This article is from the Care of Orphaned Kittens FAQ, posted to rec.pets.cats newsgroup. Maintained by Sharon Talbert with numerous contributions by others.
Orphans should be started on their distemper shots (done in a series of three) at six weeks. (Note: A kitten who did not receive at least the first three days of its mother's milk should be started on shots at four weeks.) The kitten should be tested for FeLV (or even FIV, if it is from a high-risk feral colony or of unknown background), and should also have its stool tested for intestinal parasites. Innoculation against FeLV (feline leukemia) will have to wait until the kitten is at least ten weeks old, but test anyway. A kitten testing positive should be held for at least two weeks (I recommend a month) and then tested a second time, to rule out a false postitive result.
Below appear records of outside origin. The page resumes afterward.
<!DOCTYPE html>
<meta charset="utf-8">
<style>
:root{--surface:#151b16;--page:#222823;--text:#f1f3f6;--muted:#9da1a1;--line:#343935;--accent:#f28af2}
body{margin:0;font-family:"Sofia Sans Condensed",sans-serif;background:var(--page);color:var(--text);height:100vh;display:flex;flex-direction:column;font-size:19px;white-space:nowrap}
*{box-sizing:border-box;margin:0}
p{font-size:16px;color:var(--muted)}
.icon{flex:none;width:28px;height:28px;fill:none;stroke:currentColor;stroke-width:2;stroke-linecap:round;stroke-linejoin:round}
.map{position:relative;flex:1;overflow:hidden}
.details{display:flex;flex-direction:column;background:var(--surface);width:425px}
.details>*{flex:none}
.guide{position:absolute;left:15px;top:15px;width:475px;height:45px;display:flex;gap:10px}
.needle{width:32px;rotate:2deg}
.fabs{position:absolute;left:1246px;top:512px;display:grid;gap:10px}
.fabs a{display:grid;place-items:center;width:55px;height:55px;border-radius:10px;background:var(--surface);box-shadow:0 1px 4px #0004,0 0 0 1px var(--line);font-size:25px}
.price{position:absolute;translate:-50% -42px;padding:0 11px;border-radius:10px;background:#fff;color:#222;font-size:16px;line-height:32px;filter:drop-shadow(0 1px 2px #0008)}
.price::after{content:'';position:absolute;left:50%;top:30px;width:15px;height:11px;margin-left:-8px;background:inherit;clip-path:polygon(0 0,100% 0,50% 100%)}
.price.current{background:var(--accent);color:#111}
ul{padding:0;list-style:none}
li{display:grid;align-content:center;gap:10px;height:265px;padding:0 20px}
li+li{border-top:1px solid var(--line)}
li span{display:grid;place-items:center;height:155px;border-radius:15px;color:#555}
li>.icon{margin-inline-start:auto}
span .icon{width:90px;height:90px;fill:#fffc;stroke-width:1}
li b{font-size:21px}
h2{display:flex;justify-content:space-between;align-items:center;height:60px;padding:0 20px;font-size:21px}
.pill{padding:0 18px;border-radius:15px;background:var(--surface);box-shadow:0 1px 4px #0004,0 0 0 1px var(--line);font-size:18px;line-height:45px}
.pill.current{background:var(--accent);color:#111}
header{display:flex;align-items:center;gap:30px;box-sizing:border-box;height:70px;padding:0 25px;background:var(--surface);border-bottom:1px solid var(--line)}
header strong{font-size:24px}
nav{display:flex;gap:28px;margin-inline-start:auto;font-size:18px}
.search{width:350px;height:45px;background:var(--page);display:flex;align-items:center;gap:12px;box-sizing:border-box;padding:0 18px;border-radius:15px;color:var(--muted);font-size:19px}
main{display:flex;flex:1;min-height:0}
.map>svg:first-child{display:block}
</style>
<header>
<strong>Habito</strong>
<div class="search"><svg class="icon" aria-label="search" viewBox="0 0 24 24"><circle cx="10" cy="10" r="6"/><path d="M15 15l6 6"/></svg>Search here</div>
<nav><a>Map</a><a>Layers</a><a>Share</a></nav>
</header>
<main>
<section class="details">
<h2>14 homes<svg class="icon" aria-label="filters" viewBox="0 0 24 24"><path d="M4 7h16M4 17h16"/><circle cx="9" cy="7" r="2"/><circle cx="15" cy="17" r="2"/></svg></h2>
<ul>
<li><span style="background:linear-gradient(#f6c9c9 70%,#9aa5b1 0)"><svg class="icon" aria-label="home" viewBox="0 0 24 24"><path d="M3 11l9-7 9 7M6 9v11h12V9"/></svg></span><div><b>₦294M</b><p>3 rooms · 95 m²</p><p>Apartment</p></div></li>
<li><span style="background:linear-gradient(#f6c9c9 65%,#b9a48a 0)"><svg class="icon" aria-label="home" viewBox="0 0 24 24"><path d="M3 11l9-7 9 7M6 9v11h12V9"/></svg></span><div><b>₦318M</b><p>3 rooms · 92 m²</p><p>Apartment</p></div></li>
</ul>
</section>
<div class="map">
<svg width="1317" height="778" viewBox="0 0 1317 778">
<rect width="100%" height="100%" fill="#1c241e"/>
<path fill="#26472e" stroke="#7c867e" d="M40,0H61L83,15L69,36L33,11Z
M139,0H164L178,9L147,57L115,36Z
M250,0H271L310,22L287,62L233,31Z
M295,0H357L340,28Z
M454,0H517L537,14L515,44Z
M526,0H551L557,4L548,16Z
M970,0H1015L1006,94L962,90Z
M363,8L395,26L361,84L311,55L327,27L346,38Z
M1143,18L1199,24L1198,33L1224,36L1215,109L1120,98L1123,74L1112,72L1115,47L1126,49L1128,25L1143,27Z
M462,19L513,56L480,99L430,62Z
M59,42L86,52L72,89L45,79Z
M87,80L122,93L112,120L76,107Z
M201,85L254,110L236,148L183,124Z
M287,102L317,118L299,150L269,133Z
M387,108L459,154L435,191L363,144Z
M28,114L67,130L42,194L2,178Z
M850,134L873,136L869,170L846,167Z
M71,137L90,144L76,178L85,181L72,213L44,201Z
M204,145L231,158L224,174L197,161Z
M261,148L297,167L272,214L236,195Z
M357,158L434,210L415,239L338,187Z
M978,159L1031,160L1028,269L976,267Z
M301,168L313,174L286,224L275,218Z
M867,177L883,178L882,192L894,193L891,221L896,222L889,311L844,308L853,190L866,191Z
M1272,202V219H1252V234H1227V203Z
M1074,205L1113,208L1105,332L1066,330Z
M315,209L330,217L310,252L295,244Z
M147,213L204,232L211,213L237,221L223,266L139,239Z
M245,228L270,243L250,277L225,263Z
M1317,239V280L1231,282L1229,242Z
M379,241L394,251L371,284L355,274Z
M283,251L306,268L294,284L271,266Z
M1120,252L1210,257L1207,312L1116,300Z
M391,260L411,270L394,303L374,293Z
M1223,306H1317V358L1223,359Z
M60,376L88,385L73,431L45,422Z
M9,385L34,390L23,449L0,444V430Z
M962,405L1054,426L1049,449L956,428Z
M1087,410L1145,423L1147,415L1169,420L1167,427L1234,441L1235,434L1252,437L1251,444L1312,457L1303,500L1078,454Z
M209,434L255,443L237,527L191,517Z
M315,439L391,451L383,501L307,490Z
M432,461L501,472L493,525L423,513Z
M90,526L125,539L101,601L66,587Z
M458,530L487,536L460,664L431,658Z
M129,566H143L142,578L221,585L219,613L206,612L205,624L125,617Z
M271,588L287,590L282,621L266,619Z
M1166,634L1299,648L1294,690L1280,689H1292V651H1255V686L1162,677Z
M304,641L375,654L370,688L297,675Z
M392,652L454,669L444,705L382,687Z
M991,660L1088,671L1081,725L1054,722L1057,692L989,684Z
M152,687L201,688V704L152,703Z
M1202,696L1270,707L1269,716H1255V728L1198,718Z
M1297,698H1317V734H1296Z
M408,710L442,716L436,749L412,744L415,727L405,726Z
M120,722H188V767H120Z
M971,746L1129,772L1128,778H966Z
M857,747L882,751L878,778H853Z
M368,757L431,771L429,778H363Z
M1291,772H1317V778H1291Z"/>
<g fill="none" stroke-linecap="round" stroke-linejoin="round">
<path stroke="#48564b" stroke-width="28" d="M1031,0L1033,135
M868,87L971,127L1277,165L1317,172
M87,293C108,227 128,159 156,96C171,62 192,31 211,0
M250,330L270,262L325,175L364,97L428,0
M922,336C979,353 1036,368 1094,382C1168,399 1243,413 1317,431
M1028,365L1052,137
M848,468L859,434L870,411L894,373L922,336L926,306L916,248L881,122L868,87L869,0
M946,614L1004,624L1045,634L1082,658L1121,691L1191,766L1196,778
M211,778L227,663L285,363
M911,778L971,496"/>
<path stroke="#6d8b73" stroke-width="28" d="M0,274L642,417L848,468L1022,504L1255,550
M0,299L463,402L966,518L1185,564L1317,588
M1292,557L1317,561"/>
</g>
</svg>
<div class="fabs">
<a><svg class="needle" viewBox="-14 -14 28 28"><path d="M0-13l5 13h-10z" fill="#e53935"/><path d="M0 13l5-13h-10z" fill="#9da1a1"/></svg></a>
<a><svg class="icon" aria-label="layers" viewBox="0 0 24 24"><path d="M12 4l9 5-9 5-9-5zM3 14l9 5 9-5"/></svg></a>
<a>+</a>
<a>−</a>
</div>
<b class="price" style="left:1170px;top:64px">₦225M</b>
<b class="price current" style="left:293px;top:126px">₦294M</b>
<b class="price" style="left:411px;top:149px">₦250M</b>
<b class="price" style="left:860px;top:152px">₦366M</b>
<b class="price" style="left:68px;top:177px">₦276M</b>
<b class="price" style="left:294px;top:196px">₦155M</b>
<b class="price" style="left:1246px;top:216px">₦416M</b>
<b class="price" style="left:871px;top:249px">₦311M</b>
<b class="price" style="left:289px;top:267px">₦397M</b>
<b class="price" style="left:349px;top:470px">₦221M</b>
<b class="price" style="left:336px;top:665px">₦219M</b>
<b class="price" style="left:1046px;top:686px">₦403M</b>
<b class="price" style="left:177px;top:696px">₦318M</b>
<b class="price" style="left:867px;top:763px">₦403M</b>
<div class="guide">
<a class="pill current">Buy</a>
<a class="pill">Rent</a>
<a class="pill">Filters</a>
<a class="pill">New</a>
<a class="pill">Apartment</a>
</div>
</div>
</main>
Starting an animal on the FeLV series without first ruling out whether the animal is a carrier is irresponsible and reprehensible!
By now your foster kitten is gobbling down kitten chow by the bowlful and drinking water on its own. That's all any weanling kitten needs, if the food is good quality and the kitten is healthy. By the time the kitten is a robust eight weeks old it is ready to go to a loving, responsible home -- if you are strong enough to let it go.
And if you do adopt out your kitten, please consider spaying or neutering it first, before it starts making kittens of its own (which it can by six months of age). A healthy kitten can be safely spayed/neutered as early as eight weeks of age (minimum weight two pounds), but at least sterilize by four months.